Exercise description: No pictures in the copy, please: retype all the records exactly.

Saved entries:
────────
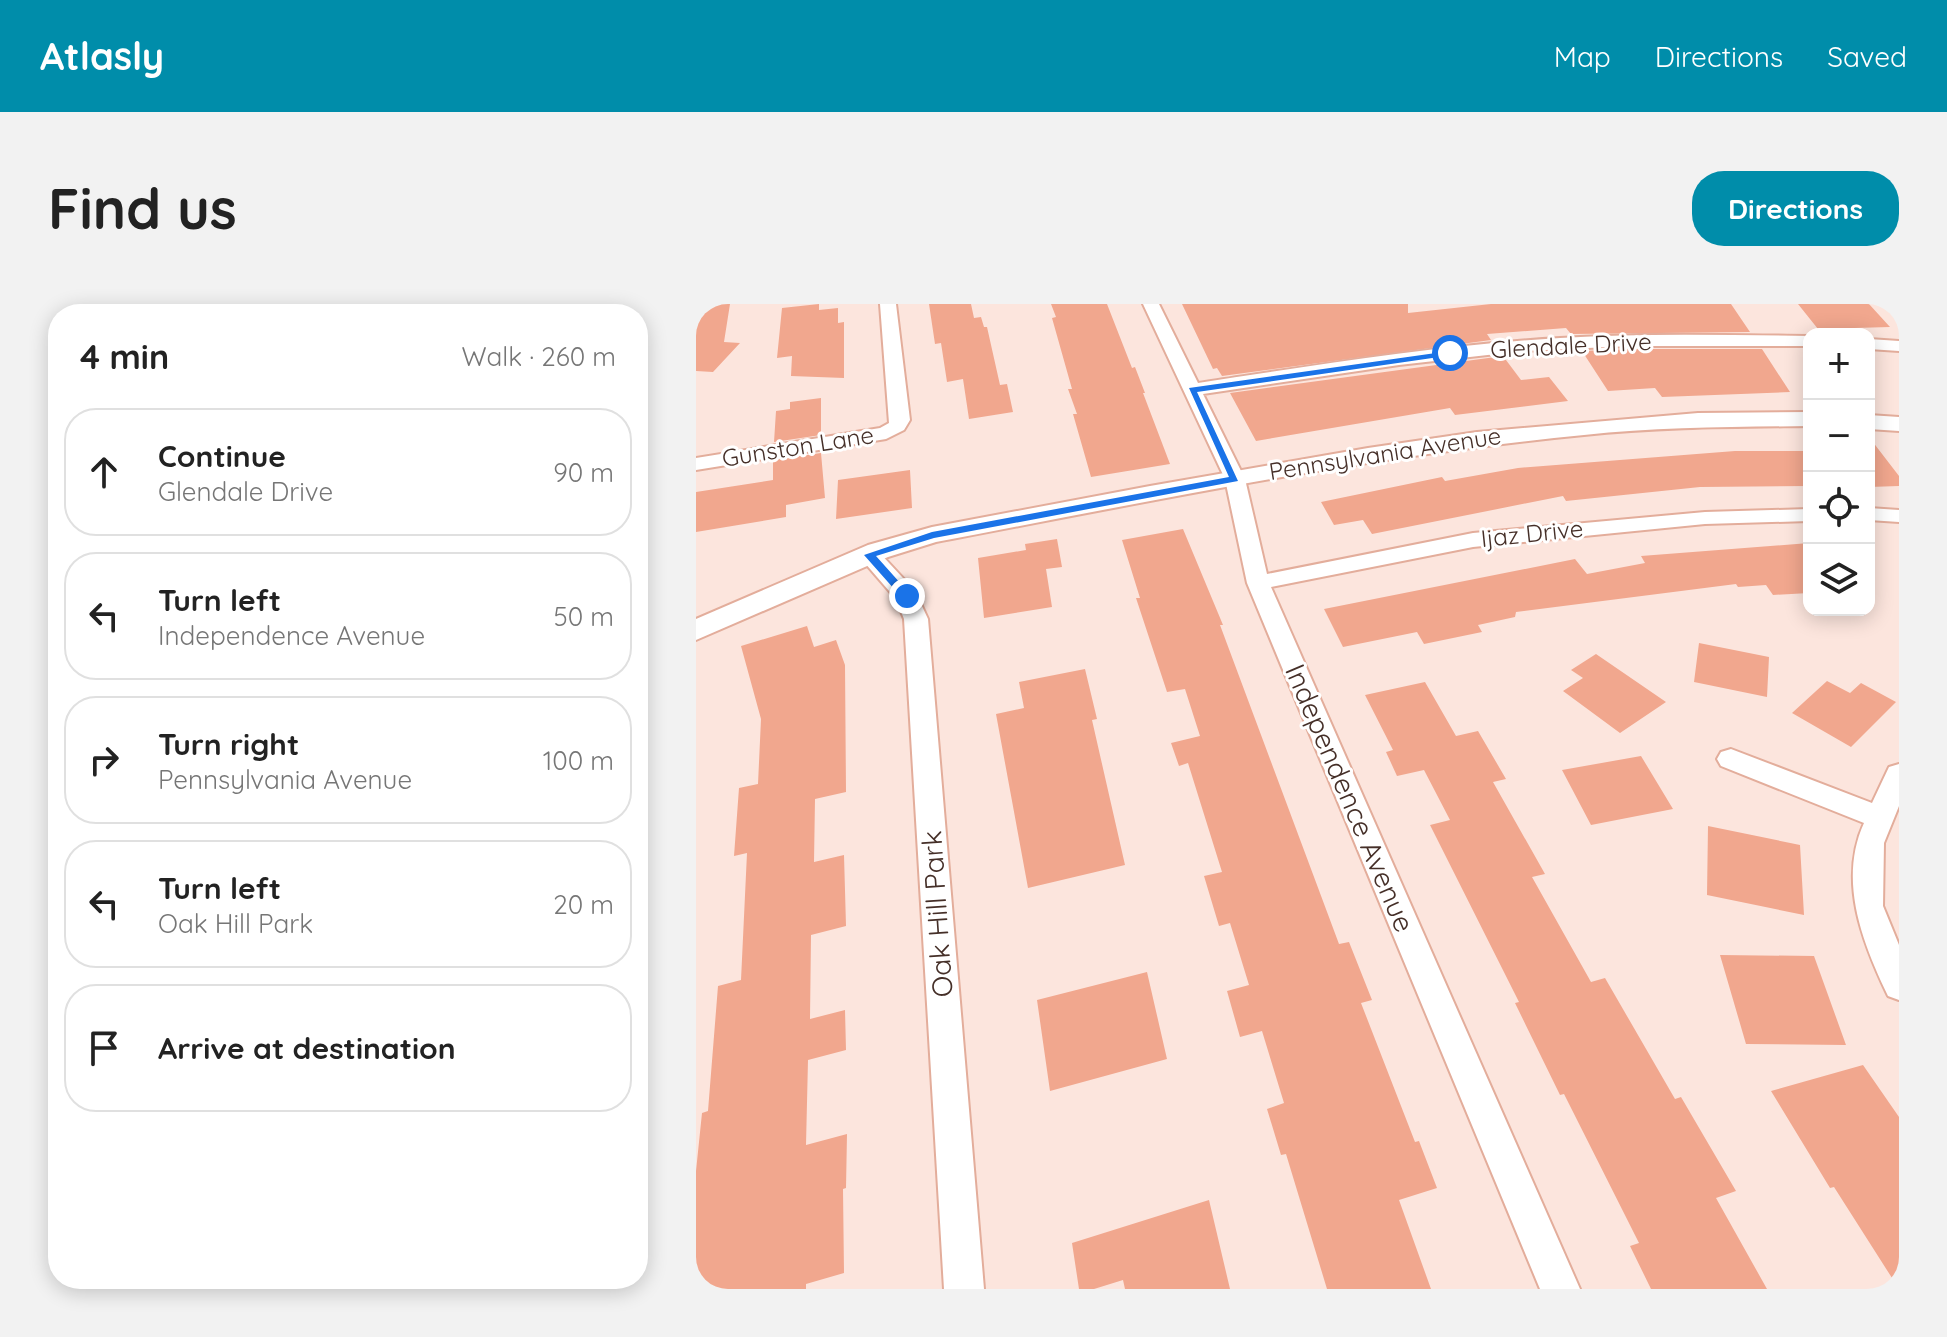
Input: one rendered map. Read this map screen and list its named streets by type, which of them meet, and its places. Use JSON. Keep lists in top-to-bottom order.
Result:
{
  "streets": {
    "street": [
      "Glendale Drive",
      "Gunston Lane",
      "Pennsylvania Avenue",
      "Ijaz Drive",
      "Independence Avenue",
      "Oak Hill Park"
    ]
  },
  "crossings": [
    ["Glendale Drive", "Independence Avenue"],
    ["Pennsylvania Avenue", "Independence Avenue"],
    ["Pennsylvania Avenue", "Oak Hill Park"],
    ["Ijaz Drive", "Independence Avenue"]
  ],
  "page": {
    "header": "Atlasly",
    "nav": ["Map", "Directions", "Saved"],
    "buttons": "Directions",
    "title": "Find us",
    "heading": ["4 min", "Walk · 260 m"],
    "map_buttons": ["+", "−"],
    "list": [
      ["Continue", "Glendale Drive", "90 m"],
      ["Turn left", "Independence Avenue", "50 m"],
      ["Turn right", "Pennsylvania Avenue", "100 m"],
      ["Turn left", "Oak Hill Park", "20 m"],
      "Arrive at destination"
    ]
  }
}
────────
Final answer:
Input: one rendered map. Read this map screen and list its named streets by type, which of them meet, and its places. Use JSON. Keep lists in top-to-bottom order.
Result:
{
  "streets": {
    "street": [
      "Glendale Drive",
      "Gunston Lane",
      "Pennsylvania Avenue",
      "Ijaz Drive",
      "Independence Avenue",
      "Oak Hill Park"
    ]
  },
  "crossings": [
    ["Glendale Drive", "Independence Avenue"],
    ["Pennsylvania Avenue", "Independence Avenue"],
    ["Pennsylvania Avenue", "Oak Hill Park"],
    ["Ijaz Drive", "Independence Avenue"]
  ],
  "page": {
    "header": "Atlasly",
    "nav": ["Map", "Directions", "Saved"],
    "buttons": "Directions",
    "title": "Find us",
    "heading": ["4 min", "Walk · 260 m"],
    "map_buttons": ["+", "−"],
    "list": [
      ["Continue", "Glendale Drive", "90 m"],
      ["Turn left", "Independence Avenue", "50 m"],
      ["Turn right", "Pennsylvania Avenue", "100 m"],
      ["Turn left", "Oak Hill Park", "20 m"],
      "Arrive at destination"
    ]
  }
}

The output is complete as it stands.